### Exercise prompt
The records must be returned word for word.

### Records from a collection
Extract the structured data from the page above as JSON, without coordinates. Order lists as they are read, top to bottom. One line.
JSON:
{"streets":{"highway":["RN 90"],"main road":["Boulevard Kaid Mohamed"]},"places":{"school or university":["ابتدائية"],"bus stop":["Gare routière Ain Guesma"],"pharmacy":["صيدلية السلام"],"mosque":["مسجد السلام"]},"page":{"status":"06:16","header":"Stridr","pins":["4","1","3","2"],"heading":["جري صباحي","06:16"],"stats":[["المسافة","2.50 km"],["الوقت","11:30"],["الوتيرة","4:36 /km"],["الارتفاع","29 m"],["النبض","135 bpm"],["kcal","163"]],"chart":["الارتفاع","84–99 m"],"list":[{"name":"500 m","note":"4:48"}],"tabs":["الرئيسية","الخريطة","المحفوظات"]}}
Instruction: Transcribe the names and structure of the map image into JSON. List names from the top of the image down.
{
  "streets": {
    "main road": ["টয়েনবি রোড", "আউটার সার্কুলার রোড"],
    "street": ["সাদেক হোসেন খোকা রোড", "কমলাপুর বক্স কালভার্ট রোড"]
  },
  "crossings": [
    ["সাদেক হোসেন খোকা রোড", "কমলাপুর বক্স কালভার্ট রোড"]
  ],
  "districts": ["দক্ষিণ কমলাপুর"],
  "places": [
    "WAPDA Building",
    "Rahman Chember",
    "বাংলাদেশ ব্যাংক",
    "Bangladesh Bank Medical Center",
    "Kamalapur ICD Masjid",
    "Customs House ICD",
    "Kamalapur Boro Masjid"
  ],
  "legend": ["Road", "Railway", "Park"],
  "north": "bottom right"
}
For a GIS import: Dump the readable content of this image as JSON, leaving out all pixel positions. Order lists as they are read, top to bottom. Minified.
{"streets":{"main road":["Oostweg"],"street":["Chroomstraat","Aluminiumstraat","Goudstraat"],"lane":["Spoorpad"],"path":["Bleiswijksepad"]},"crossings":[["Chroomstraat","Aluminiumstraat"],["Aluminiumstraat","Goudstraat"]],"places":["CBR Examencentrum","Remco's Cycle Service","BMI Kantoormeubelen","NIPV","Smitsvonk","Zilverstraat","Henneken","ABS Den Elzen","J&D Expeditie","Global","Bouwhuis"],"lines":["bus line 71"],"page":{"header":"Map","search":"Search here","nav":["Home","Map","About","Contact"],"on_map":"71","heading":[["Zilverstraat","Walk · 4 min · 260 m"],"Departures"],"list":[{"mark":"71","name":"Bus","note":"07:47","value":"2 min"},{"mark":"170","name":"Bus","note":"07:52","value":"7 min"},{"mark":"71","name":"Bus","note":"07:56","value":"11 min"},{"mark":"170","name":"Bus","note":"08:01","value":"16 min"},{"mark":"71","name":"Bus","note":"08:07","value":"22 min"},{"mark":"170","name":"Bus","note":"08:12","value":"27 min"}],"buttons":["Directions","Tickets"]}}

### Answer for this exercise
Extract the structured data from the page above as JSON, without coordinates. Order lists as they are read, top to bottom. One line.
JSON:
{"streets":{"highway":["RN 90"],"main road":["Boulevard Kaid Mohamed"]},"places":{"school or university":["ابتدائية"],"bus stop":["Gare routière Ain Guesma"],"pharmacy":["صيدلية السلام"],"mosque":["مسجد السلام"]},"page":{"status":"06:16","header":"Stridr","pins":["4","1","3","2"],"heading":["جري صباحي","06:16"],"stats":[["المسافة","2.50 km"],["الوقت","11:30"],["الوتيرة","4:36 /km"],["الارتفاع","29 m"],["النبض","135 bpm"],["kcal","163"]],"chart":["الارتفاع","84–99 m"],"list":[{"name":"500 m","note":"4:48"}],"tabs":["الرئيسية","الخريطة","المحفوظات"]}}
Instruction: Transcribe the names and structure of the map image into JSON. List names from the top of the image down.
{
  "streets": {
    "main road": ["টয়েনবি রোড", "আউটার সার্কুলার রোড"],
    "street": ["সাদেক হোসেন খোকা রোড", "কমলাপুর বক্স কালভার্ট রোড"]
  },
  "crossings": [
    ["সাদেক হোসেন খোকা রোড", "কমলাপুর বক্স কালভার্ট রোড"]
  ],
  "districts": ["দক্ষিণ কমলাপুর"],
  "places": [
    "WAPDA Building",
    "Rahman Chember",
    "বাংলাদেশ ব্যাংক",
    "Bangladesh Bank Medical Center",
    "Kamalapur ICD Masjid",
    "Customs House ICD",
    "Kamalapur Boro Masjid"
  ],
  "legend": ["Road", "Railway", "Park"],
  "north": "bottom right"
}
For a GIS import: Dump the readable content of this image as JSON, leaving out all pixel positions. Order lists as they are read, top to bottom. Minified.
{"streets":{"main road":["Oostweg"],"street":["Chroomstraat","Aluminiumstraat","Goudstraat"],"lane":["Spoorpad"],"path":["Bleiswijksepad"]},"crossings":[["Chroomstraat","Aluminiumstraat"],["Aluminiumstraat","Goudstraat"]],"places":["CBR Examencentrum","Remco's Cycle Service","BMI Kantoormeubelen","NIPV","Smitsvonk","Zilverstraat","Henneken","ABS Den Elzen","J&D Expeditie","Global","Bouwhuis"],"lines":["bus line 71"],"page":{"header":"Map","search":"Search here","nav":["Home","Map","About","Contact"],"on_map":"71","heading":[["Zilverstraat","Walk · 4 min · 260 m"],"Departures"],"list":[{"mark":"71","name":"Bus","note":"07:47","value":"2 min"},{"mark":"170","name":"Bus","note":"07:52","value":"7 min"},{"mark":"71","name":"Bus","note":"07:56","value":"11 min"},{"mark":"170","name":"Bus","note":"08:01","value":"16 min"},{"mark":"71","name":"Bus","note":"08:07","value":"22 min"},{"mark":"170","name":"Bus","note":"08:12","value":"27 min"}],"buttons":["Directions","Tickets"]}}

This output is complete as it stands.